A cupholder changed the path of Karol Abrasowicz-Madej’s life. And the same cupholder might just have saved BMW’s business in the US.

The humble device set Abrasowicz-Madej on a career that, decades later, led to his job as New Zealand managing director of BMW, a role from which he has just stepped down.

As an intern working in the German carmaker’s production division in 2002, he was charged with analysing research into what buyers would want in the future.

Back then, BMW was a product-focused company. It figured it needed to engineer the best possible cars and then present them nicely. People could buy them — or buy an inferior car from elsewhere.

But research into what consumers wanted suggested the model was not working. “We’d been working with [consumer intelligence company] JD Power in the US and they’d been giving us a hint of what people wanted from our cars,” says Abrasowicz-Madej.

The study was in English, but the young Polish analyst – who had mastered German – was still learning the language.

“I had found a statement about the cupholder. It was second from the top in customer requests coming from the United States. I just put it into the translator, and I came to the conclusion that it cannot be true — what does a cupholder have to do with a car?

“So I went to my boss and I said there is this study but probably there's a mistake in the question.

“It came down to if we don't put the cupholder in, we will not generate a high customer satisfaction. Basically, we started at that time. Now, everything in the car industry is driven by the customer.

 “No matter how well engineered the cars were, they had to meet the wants and needs of the people getting out their wallets.”

Like much of global business, BMW increasingly became consumer driven.

Nowadays, Abrasowicz-Madej sees parallels with electric cars. It is all well and good for the carmakers to pour billions of dollars into creating them, but governments need to help make EVs financially attractive and consumers need to want to buy them.

 “To pull off a very rapid path of CO2 emission reduction from vehicles, we need at least three parties. First, we need customers, second, we need the auto industry, and third, we need the government.

 “But the buyers are not there.
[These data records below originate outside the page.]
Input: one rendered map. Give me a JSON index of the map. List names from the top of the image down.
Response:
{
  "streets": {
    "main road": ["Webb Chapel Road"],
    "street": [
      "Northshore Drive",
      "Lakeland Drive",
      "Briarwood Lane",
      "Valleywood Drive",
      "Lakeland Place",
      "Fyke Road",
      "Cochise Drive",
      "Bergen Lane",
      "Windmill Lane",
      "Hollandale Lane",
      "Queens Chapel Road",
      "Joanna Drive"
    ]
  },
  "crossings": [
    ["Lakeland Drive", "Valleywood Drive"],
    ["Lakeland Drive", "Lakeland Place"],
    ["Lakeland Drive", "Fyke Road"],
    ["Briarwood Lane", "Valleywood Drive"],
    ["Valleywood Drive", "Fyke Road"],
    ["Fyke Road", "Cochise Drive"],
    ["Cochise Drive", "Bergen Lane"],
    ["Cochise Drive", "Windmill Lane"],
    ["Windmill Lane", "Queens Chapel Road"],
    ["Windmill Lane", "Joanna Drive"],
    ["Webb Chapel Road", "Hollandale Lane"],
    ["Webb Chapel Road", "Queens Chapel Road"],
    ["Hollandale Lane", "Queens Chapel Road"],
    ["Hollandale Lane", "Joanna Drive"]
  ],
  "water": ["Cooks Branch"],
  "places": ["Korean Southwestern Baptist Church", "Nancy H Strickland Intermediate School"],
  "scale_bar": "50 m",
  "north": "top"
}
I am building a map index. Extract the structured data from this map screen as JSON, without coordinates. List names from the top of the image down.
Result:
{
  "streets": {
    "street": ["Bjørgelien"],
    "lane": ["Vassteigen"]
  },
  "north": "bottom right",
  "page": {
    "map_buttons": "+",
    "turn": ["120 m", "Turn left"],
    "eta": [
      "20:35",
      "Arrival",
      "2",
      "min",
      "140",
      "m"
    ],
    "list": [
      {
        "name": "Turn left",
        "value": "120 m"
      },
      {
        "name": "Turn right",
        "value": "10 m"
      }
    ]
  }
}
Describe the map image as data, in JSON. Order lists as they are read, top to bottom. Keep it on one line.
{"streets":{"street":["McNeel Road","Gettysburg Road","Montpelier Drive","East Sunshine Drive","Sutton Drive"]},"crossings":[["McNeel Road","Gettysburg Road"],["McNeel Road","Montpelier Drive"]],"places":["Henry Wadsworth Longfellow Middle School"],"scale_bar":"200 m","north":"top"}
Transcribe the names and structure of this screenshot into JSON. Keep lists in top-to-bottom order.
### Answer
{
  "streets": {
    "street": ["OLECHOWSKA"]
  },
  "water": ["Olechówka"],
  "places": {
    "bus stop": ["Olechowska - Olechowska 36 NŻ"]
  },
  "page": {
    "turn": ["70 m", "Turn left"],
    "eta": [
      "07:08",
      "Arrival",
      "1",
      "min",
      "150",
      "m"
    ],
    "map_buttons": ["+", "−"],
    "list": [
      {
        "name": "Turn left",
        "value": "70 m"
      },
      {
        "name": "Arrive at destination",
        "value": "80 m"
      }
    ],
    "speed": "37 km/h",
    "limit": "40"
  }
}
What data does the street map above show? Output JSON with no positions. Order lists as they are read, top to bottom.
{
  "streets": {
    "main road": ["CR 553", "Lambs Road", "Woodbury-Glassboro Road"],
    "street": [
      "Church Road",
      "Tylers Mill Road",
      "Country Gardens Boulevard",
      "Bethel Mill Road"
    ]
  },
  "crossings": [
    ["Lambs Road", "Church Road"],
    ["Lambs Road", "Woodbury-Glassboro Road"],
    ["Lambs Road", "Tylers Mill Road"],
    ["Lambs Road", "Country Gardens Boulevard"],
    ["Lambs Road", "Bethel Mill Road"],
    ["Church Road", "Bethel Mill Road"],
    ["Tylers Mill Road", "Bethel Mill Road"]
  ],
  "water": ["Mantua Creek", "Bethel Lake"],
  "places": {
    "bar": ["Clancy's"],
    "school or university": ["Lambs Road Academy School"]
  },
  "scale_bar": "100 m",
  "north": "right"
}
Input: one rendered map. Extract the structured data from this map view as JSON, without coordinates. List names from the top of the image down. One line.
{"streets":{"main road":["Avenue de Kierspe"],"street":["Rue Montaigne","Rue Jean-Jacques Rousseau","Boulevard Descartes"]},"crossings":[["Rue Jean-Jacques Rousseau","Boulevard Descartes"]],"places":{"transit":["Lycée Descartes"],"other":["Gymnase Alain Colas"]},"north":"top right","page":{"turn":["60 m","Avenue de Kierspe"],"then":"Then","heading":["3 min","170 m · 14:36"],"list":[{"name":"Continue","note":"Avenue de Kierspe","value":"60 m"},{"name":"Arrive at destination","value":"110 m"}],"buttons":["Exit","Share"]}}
So, coming back to this customer-centric approach, what can we do for our customers to increase the take-up rate of electric vehicles? It is not like government is saying: ‘Now sell.’ We need a customer.

 “If the buyers are not there, what can we do for our customers to increase the take-up rate of electric vehicles that we need to combat the CO2 emissions?"

Abrasowicz-Madej believes the transition from fossil fuel to electric power cannot be quick. He says if we move too fast, we’ll simply need to burn more imported gas and coal to generate the needed electricity, given our limited ability to produce electricity from sustainable sources.

“If tomorrow, everything will be electric, then there is no capacity to produce the necessary green energy any more. So, actually, we will only increase the gas and coal burnt to produce the energy. So maybe the carmakers will sell it, but then the electricity will be coming from absolutely the wrong resources. So it has to be done in balance.”

Time to go

After a globe-trotting 20-year career, Abrasowicz-Madej feels he has done all he can as BMW’s New Zealand managing director and it is time to do something else. The Great Resignation drives a Bimmer.

“My decision has come down to family. We’ve relocated three times, uprooted and replanted everything we had each time to start a new life – and my young family has been a part of that process. We have three children, and they are now at the age where they need stability in a very unstable environment created by a global pandemic.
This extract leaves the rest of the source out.